# Hash Tables

A **hash table** is a data structure that implements symbol tables  with constant-time performance for core operations, provided that search keys are standard data types or simply defined. It uses different access to the data compared to other BSTs, and doesn't support ordered operations.

## Hashing and Hash Functions

The basic idea of **hashing** is to save items in a *key-indexed table* where the index is a function of the key. A **hash function** is a method for computing the array index from the given key.

Issues:

- Computing the hash function
- Equality test: method for checking whether two keys are equal
- Collision resolution: algorithm and data structure to handle two keys that hash to the same array index

Hashing is a classic space-time tradeoff. With no space limitation, you use a trivial hash function with the key as the index. With no time limitation, you hash everything to the same place (use a trivial collision resolution) and do sequential search. With space and time limitations, you use hashing.

**Computing the hash function**

The idealistic goal is to scramble the keys uniformly to produce a table index - it's efficiently computable and each table index is equally likely for each key.

There are usually built-in methods in your language of choice for doing this with different data types.

**Modular hashing:**

- Hash code: an integer between $-2^{31}$ and $2^{31} - 1$
- Hash function: you want it to produce an integer between $0$ and $M - 1$ (for use as the array index). $M$ is typically a prime or a power of 2

The **uniform hashing assumption** is that each key is equally likely to hash to an integer between $0$ and $M - 1$. Think of throwing balls at random into $M$ bins. The **birthday problem** (when will you expect your first collision, or when 2 people in a room have the same birthday) is you'd expect two balls in the same bin after ~$\sqrt{\pi M / 2}$ tosses. The **coupon collector** assumption is that you expect every bin has $\geq 1$ ball after ~$M \ln M$ tosses.

## Separate Chaining

**Separate chaining** is a collision resolution strategy that makes use of the elementary linked list data structure. A collision is when two distinct keys hashing to the same index.

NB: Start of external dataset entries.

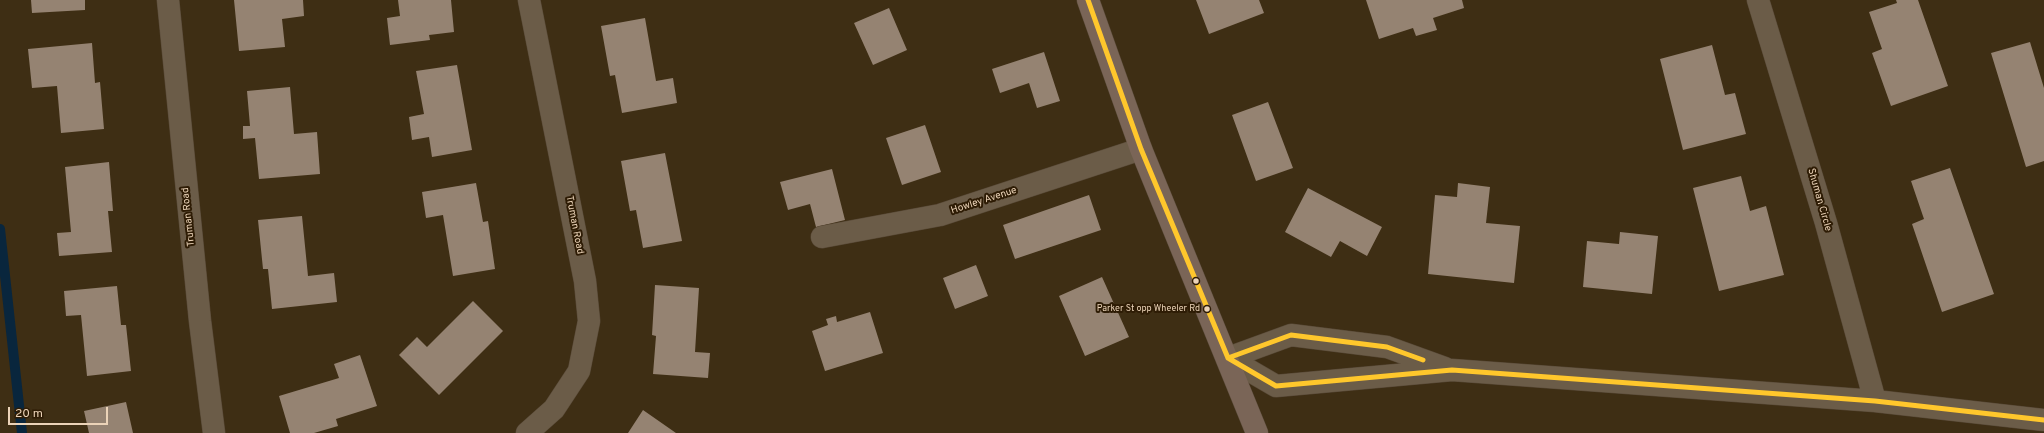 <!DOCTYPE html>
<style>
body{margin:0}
#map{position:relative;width:2044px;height:433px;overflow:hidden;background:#3e2e14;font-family:Overpass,sans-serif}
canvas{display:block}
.scale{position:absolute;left:8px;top:407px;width:100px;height:18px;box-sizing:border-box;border:2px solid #ebd3b8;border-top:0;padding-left:5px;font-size:12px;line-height:14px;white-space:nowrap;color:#ebd3b8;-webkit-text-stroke:3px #2e1c05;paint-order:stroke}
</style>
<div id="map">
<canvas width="2044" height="433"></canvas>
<div class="scale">20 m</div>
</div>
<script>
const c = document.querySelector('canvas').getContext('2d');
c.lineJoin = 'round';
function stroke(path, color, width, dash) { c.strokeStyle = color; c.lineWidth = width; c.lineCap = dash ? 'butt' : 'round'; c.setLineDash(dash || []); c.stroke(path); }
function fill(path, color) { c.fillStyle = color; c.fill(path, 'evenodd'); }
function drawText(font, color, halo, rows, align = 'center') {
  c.font = font + ' Overpass,sans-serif'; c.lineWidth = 4; c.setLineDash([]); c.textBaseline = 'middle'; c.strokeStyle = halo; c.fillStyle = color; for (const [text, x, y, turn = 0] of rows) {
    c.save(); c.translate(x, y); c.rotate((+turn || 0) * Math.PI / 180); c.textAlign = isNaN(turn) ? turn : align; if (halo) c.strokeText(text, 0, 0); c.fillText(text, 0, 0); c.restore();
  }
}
stroke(new Path2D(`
 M 0,229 L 22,433`), '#09263d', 10);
fill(new Path2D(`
 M 31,0 L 85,0 L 85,10 L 32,13 Z
 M 234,0 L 303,0 L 304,16 L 282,19 L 285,47 L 239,51 Z
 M 398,0 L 451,0 L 454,32 L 429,35 L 430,40 L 390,45 L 387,18 L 400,16 Z
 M 1196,0 L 1259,0 L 1264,13 L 1209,34 Z
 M 1366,0 L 1462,0 L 1464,8 L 1433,18 L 1437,30 L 1416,36 L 1413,28 L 1379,39 Z
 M 1896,0 L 1918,0 L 1948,86 L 1891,106 L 1872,53 L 1882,49 L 1869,12 L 1897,3 Z
 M 889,8 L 907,50 L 873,65 L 854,23 Z
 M 645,18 L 656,81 L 673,78 L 677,103 L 622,113 L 615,75 L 610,76 L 601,26 Z
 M 2030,42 L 2044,88 L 2044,161 L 2026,167 L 1991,53 Z
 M 92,43 L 95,83 L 100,82 L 104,129 L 61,133 L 57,86 L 32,88 L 28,49 Z
 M 1712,45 L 1725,95 L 1735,93 L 1746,134 L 1683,150 L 1660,59 Z
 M 1044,52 L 1060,101 L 1037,108 L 1029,83 L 1000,93 L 992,69 Z
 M 457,65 L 472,150 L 432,157 L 429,137 L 412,140 L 409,117 L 424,114 L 416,71 Z
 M 290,87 L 294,134 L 317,132 L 320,174 L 259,179 L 255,138 L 243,139 L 243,126 L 250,126 L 247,91 Z
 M 1268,102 L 1293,168 L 1256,181 L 1232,115 Z
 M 925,125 L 941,172 L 902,185 L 886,138 Z
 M 665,153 L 682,241 L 643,248 L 636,210 L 630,211 L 621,161 Z
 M 109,162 L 113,211 L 108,211 L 112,252 L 59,256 L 57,233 L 71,232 L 65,167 Z
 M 1950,168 L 1994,294 L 1942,312 L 1912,224 L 1924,219 L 1911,181 Z
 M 832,169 L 845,220 L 816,227 L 810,204 L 788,210 L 780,182 Z
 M 1741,176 L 1750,211 L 1766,206 L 1784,275 L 1719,291 L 1693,188 Z
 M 476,183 L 483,222 L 488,221 L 495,269 L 453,276 L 443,215 L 426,218 L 422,192 Z
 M 1458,183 L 1490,187 L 1486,223 L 1520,226 L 1514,283 L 1428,274 L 1435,195 L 1457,197 Z
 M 1308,188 L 1382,227 L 1367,256 L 1340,241 L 1331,257 L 1285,232 Z
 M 1089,195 L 1101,230 L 1015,259 L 1003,225 Z
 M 302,216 L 308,276 L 334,273 L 337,302 L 272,309 L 268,269 L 263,269 L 258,220 Z
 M 1620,232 L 1658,236 L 1652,294 L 1583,287 L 1587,241 L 1619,244 Z
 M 976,265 L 988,296 L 955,309 L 943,278 Z
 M 1102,277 L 1129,337 L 1085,356 L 1059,296 Z
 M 655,285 L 699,288 L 695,352 L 710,353 L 708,378 L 653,374 L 656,336 L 652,335 Z
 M 117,286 L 121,325 L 126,325 L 131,371 L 87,376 L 81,315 L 66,316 L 64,291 Z
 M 473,301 L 503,331 L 439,395 L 399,355 L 417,337 L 427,347 Z
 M 870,312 L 883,353 L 825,371 L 812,331 L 828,325 L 826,319 L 836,316 L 837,322 Z
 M 360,355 L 377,406 L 336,419 L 338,426 L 314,433 L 290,433 L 279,396 L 339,378 L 334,364 Z
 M 126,402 L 133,433 L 89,433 L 84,411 Z
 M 643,410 L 676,433 L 628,433 Z`), '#958372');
const minor = new Path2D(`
 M 168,0 L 200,321 L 214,433
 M 1758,0 L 1826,223 L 1875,401
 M 822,237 L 940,215 L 1141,149
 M 1228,358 L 1276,386 L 1452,370 L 1875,401 L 2044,420
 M 1228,358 L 1291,335 L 1387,347 L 1445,368
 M 527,433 L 554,409 L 579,371 L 589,321 L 585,281 L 529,0`);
const major = new Path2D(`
 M 1088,0 L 1141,149 L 1257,433`);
stroke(minor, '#584937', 23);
stroke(major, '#584937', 23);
stroke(minor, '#6b5c48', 22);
stroke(major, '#7a6557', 22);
stroke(new Path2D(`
 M 1088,0 L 1141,149 L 1228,358
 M 1228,358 L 1276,386 L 1452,370 L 1875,401 L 2044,420
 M 1228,358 L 1291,335 L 1387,347 L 1423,360`), '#ffc72c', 5);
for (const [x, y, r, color] of [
 [1196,281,3.5,"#ebd3b8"],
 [1207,309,3.5,"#ebd3b8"]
]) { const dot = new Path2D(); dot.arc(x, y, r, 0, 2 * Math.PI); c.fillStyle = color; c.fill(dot); stroke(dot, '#2e1c05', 1.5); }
drawText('9px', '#ebd3b8', '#2e1c05', [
 ["Parker St opp Wheeler Rd",1200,309]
], 'right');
drawText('10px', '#ebd3b8', '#2e1c05', [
 ["Shuman Circle",1819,200,74],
 ["Howley Avenue",984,201,-18],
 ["Truman Road",189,217,-96],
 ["Truman Road",574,225,79]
]);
</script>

The **birthday problem** said that you need huge amounts of memory (quadratic) to avoid a collision, which is too much in practice. And the **coupon collector** and **load balancing** problems said that collisions will be evenly distributed. So, how do you handle collisions efficiently?

Separate chaining is one solution that uses an array of $M \lt N$ linked lists:

- Hash: map kay to integer $i$ between $0$ and $M - 1$
- Insert: put at front of $i^{th}$ chain (if not already there)
- Search: need to search only $i^{th}$ chain